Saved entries

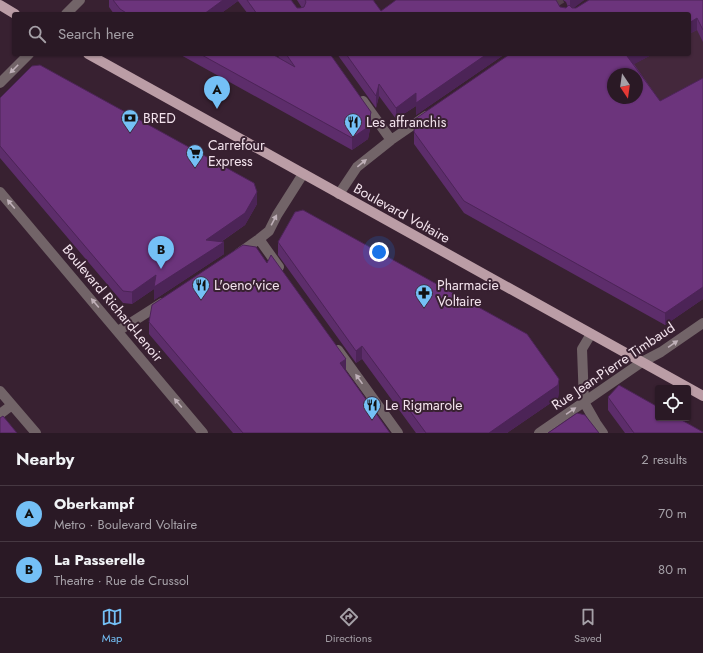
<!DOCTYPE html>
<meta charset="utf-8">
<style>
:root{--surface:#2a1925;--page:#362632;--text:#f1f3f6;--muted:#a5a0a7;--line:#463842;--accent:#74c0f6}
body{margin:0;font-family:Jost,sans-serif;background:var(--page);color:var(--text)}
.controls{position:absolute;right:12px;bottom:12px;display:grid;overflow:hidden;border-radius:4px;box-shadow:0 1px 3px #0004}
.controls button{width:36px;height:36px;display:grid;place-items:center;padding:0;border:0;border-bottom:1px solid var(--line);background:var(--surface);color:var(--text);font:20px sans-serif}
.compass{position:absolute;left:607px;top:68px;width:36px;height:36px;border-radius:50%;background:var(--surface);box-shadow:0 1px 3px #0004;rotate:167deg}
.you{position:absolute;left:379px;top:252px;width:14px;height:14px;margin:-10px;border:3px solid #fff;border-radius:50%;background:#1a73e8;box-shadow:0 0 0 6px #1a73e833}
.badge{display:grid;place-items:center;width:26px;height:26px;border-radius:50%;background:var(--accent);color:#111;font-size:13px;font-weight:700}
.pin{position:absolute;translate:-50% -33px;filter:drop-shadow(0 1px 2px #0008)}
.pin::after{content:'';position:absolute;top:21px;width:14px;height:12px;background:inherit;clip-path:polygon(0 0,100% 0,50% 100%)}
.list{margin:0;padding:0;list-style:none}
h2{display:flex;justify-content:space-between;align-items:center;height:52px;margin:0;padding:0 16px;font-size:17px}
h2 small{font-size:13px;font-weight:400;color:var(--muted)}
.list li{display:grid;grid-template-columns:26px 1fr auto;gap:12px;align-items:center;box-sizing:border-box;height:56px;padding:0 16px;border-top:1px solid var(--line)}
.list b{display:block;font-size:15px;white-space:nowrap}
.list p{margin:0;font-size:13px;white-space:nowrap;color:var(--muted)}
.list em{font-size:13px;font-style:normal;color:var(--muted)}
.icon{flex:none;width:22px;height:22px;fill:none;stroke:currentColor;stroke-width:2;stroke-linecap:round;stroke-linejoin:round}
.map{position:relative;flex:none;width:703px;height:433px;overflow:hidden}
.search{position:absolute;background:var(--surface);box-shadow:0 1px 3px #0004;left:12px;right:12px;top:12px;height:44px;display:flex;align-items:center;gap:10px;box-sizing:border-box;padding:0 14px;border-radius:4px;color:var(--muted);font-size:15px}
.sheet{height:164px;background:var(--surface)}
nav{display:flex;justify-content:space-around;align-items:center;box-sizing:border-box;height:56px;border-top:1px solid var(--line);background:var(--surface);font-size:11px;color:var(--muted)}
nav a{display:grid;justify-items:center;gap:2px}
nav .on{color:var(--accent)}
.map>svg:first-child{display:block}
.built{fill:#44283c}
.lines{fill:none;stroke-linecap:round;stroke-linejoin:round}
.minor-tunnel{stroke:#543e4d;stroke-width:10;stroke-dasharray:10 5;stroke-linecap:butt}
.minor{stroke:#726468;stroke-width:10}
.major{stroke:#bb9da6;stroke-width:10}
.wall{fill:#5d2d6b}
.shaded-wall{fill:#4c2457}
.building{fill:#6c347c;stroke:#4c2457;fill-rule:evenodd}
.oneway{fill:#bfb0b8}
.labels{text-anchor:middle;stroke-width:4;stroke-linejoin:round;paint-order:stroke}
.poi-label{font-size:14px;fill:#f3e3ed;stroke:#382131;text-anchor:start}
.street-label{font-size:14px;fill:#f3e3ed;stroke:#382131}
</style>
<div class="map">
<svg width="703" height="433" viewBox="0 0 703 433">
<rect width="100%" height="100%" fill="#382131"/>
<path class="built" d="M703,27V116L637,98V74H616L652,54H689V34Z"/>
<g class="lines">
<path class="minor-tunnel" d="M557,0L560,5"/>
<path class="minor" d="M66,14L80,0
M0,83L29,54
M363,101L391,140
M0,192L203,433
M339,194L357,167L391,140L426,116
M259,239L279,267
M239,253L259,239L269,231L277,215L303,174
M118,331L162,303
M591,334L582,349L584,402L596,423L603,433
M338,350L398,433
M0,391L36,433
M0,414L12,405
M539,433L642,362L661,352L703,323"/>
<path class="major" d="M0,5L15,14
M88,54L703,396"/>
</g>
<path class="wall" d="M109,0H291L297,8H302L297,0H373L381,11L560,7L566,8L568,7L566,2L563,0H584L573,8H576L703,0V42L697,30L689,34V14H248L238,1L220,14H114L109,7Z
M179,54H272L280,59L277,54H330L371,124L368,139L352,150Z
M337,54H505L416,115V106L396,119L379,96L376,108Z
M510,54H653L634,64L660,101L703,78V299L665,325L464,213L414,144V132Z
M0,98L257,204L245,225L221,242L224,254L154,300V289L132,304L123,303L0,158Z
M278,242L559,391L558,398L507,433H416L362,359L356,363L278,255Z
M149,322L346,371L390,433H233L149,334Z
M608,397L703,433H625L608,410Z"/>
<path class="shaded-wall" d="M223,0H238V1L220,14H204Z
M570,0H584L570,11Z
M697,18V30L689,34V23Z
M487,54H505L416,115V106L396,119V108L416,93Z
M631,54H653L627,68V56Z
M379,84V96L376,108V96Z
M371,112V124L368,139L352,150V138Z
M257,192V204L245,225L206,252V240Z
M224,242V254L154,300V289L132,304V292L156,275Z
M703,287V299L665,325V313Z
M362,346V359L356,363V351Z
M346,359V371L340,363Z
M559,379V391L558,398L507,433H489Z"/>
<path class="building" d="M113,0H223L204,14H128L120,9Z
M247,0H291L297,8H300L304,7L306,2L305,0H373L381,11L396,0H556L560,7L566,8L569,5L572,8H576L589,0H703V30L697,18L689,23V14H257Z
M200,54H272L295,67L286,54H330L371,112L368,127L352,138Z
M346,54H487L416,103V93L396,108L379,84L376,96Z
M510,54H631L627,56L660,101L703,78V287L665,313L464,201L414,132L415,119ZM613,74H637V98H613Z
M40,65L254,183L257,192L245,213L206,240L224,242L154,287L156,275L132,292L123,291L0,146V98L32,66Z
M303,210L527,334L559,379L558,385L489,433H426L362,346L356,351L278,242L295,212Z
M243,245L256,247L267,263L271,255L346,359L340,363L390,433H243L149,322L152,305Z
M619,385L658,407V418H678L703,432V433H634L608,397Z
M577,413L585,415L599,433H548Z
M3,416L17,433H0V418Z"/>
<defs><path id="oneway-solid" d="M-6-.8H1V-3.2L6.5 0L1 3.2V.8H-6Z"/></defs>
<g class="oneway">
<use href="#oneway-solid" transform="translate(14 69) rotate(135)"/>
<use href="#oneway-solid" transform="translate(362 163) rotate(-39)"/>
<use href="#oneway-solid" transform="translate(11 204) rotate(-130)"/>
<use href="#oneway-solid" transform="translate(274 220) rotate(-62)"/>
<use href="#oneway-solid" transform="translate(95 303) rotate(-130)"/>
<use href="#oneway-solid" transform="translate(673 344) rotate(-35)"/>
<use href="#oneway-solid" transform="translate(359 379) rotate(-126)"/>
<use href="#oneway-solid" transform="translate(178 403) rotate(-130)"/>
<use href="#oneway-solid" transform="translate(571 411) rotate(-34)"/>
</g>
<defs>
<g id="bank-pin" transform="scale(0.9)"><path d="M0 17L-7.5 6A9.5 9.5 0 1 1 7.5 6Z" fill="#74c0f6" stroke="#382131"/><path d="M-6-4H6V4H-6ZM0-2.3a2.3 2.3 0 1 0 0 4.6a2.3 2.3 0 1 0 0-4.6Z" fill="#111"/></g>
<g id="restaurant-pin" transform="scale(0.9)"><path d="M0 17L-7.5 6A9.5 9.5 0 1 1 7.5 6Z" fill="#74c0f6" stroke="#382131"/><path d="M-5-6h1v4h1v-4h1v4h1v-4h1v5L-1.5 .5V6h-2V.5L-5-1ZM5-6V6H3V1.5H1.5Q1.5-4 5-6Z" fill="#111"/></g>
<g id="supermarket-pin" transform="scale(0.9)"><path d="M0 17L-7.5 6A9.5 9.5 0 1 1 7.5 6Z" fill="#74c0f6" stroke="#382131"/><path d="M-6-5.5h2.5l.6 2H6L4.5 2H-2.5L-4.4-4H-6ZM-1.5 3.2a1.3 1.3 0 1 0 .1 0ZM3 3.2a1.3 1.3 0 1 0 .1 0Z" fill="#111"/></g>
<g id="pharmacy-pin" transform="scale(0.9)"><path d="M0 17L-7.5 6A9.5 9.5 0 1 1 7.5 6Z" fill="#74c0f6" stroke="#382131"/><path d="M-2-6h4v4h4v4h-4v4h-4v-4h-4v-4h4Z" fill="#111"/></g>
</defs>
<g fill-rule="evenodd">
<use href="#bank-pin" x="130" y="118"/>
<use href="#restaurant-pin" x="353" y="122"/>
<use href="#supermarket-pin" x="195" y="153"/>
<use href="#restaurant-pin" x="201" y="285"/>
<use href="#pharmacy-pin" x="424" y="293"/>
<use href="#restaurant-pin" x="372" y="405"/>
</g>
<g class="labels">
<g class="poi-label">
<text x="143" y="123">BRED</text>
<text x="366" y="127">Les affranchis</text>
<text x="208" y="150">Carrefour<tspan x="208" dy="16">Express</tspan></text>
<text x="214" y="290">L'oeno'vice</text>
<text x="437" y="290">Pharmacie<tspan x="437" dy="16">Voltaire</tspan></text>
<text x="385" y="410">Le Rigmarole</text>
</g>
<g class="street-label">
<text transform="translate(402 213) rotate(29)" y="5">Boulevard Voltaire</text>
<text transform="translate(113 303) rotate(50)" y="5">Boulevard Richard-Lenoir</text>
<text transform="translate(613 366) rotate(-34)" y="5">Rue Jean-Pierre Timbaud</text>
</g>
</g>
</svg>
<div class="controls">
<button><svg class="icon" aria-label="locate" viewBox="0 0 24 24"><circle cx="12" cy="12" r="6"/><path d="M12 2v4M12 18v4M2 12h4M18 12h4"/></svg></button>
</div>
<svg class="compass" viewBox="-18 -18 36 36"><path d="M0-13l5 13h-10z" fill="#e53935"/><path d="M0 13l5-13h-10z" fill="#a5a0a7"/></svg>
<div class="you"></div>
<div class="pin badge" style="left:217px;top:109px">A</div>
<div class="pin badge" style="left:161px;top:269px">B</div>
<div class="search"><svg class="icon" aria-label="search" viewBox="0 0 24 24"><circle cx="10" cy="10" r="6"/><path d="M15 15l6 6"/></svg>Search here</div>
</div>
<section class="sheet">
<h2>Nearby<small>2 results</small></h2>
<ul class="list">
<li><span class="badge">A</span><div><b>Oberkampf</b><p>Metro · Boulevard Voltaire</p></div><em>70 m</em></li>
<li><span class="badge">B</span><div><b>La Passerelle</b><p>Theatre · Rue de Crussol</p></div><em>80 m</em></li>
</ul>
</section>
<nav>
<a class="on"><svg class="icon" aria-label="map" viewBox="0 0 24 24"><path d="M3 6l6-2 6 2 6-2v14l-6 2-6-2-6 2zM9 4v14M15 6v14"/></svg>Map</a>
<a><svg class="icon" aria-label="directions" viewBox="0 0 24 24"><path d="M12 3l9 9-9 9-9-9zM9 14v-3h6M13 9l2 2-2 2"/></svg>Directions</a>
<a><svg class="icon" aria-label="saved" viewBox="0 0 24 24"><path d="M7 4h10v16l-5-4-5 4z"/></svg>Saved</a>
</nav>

Your instructions = For the records above, tally the lines in which "white" appears, and give the number by itself.

Output below = 2